Open concretevitamin opened 3 months ago

concretevitamin commented 3 months ago

https://rclone.org/commands/rclone_mount/#vfs-file-caching

Goal is to (1) improve the performance of datasets reading/writing, checkpoints writing (2) support things like appends, compared to regular bucket mounting via mode: MOUNT. rclone mount with VFS caching seems to be using local SSDs for reads/writes but also syncs up to the object storage bucket.

This mode may mimic some CSYNC-like functionality #2336.

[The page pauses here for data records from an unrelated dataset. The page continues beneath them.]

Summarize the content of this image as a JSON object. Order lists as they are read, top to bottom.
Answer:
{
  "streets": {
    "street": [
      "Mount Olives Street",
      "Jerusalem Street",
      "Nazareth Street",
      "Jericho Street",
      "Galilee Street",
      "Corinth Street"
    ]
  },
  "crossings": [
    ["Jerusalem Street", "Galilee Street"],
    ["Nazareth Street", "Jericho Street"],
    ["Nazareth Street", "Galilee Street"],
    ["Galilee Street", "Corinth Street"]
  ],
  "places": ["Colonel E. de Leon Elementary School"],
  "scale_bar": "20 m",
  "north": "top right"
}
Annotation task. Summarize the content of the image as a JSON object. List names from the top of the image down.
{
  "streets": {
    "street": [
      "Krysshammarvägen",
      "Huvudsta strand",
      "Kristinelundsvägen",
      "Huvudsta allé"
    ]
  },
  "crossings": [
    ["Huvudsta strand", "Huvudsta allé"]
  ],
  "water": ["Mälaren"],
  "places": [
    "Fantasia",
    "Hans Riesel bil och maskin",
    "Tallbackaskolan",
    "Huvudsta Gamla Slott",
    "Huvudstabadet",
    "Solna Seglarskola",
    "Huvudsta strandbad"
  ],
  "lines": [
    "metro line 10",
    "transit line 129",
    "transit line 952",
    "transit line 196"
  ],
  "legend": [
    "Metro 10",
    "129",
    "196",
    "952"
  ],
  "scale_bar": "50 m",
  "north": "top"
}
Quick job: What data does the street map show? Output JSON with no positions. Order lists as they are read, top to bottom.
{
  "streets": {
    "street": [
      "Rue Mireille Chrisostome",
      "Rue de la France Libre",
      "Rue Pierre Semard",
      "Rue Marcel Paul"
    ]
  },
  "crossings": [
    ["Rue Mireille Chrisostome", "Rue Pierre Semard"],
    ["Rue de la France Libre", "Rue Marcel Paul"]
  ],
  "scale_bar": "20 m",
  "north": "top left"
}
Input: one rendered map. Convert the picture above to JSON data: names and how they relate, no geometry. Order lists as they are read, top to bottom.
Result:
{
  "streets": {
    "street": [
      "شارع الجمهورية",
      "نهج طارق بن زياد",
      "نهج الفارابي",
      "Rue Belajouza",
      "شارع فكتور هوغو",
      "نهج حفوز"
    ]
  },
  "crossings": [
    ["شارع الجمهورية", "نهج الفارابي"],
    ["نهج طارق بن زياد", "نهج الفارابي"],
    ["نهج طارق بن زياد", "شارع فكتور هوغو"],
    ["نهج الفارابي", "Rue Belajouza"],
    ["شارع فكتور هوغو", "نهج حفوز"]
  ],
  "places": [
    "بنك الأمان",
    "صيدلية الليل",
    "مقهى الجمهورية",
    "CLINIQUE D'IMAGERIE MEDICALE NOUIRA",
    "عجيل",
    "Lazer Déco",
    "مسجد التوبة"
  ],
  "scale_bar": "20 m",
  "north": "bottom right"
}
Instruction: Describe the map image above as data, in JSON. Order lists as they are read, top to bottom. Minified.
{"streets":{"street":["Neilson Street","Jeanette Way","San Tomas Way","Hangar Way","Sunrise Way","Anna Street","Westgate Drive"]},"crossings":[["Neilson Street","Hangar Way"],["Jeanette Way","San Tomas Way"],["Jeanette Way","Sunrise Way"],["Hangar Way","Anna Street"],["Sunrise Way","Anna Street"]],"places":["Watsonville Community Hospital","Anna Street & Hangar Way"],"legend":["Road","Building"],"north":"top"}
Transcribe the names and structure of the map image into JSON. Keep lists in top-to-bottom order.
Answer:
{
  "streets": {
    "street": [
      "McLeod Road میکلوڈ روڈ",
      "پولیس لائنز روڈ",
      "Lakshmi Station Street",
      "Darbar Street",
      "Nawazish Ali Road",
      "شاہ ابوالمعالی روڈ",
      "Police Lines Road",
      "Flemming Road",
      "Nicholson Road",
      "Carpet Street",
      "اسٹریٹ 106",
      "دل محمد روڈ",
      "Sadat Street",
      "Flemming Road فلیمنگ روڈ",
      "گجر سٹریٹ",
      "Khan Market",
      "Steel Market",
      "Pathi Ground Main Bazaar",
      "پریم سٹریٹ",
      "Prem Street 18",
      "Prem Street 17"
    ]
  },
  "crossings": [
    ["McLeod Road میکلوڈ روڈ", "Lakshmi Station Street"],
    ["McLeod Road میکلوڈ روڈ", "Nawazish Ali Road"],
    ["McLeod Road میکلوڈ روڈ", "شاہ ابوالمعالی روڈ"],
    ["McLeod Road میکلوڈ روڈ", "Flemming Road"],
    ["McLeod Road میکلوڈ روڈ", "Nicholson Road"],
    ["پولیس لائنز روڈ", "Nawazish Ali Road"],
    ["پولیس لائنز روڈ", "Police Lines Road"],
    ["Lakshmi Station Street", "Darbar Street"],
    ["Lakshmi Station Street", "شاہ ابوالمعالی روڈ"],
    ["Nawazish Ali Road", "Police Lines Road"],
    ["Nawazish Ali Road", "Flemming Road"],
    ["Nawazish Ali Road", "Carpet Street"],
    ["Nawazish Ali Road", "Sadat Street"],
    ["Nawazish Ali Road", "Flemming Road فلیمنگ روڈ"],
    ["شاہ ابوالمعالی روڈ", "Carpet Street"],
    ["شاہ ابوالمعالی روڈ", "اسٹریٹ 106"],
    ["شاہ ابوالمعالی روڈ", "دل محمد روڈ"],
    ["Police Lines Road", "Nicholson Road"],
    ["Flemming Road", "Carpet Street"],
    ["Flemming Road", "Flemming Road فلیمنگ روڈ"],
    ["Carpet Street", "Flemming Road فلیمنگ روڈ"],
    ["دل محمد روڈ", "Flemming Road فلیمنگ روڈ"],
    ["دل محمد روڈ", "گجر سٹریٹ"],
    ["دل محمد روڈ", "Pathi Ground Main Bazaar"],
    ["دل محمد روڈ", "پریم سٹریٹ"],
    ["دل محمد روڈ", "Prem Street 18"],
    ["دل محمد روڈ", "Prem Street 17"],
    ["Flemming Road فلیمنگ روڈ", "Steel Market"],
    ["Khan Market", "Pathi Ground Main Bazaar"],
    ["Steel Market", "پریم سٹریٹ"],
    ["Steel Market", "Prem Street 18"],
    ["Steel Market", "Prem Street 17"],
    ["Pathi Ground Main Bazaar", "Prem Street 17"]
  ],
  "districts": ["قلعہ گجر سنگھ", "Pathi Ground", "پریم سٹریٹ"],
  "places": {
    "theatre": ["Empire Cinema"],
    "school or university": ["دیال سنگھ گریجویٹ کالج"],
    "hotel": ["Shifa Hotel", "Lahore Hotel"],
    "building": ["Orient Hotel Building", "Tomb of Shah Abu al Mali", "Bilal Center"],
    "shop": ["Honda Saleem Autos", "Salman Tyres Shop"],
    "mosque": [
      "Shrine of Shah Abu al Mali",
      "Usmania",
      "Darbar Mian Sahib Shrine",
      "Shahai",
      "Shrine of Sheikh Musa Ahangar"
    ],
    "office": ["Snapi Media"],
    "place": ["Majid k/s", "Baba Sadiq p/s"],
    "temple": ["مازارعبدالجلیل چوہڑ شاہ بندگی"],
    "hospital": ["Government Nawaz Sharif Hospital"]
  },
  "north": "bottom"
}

concretevitamin commented 3 months ago

On one GCP node:

file_mounts:
  ~/.config/rclone/rclone.conf: ~/.config/rclone/rclone.conf

setup: |
  set -e
  rclone version || {{ curl https://rclone.org/install.sh | sudo bash }}
  # rclone requires fuse3
  sudo apt-get update && sudo apt-get install fuse3 -y
  rclone mount gcs:my-bucket /mnt/my-bucket \
    --daemon --daemon-wait 0 \
    --allow-other --rc --vfs-cache-mode full
  rclone rc vfs/refresh

Writing a large file to /mnt/my-bucket/ triggers immediate sync up (csync like behavior), with good speed (probably some caching):

$ bash dd_test.sh /mnt/my-bucket/testfile-rclone-vfs
Starting write test...
4294967296 bytes (4.3 GB, 4.0 GiB) copied, 17.3448 s, 248 MB/s
Starting read test...
4294967296 bytes (4.3 GB, 4.0 GiB) copied, 3.82129 s, 1.1 GB/s

Writing to a non-mounted path (waited for background cloud sync triggered by above to finish): for some reason slower

$ bash dd_test.sh /mnt/normal-disk
Starting write test...
4294967296 bytes (4.3 GB, 4.0 GiB) copied, 38.8702 s, 110 MB/s
Starting read test...
4294967296 bytes (4.3 GB, 4.0 GiB) copied, 19.2575 s, 223 MB/s

dd_test.sh:

#!/bin/bash
# Check if a test file name was provided
if [ -z "$1" ]; then
      echo "Usage: $0 <testfile>"
        exit 1
fi

# Use the provided argument as the test file name
TESTFILE=$1

# Size of the test file
FILESIZE=4294967296 # 4 GB

# Block size
BLOCKSIZE=65536

# Write test
echo "Starting write test..."
dd if=/dev/urandom of=$TESTFILE bs=$BLOCKSIZE count=$(($FILESIZE/$BLOCKSIZE)) conv=fdatasync oflag=direct 2>&1 | grep -E "copied|bytes"

# Read test
echo "Starting read test..."
dd if=$TESTFILE of=/dev/null bs=$BLOCKSIZE 2>&1 | grep -E "copied|bytes"
shethhriday29 commented 1 month ago

Some findings after implementing a cache via Rclone:

shethhriday29 commented 1 month ago

for reference: draft pull request w/ rclone cache implementation #3455

romilbhardwaj commented 1 month ago

This is fantastic - thanks for sharing @shethhriday29!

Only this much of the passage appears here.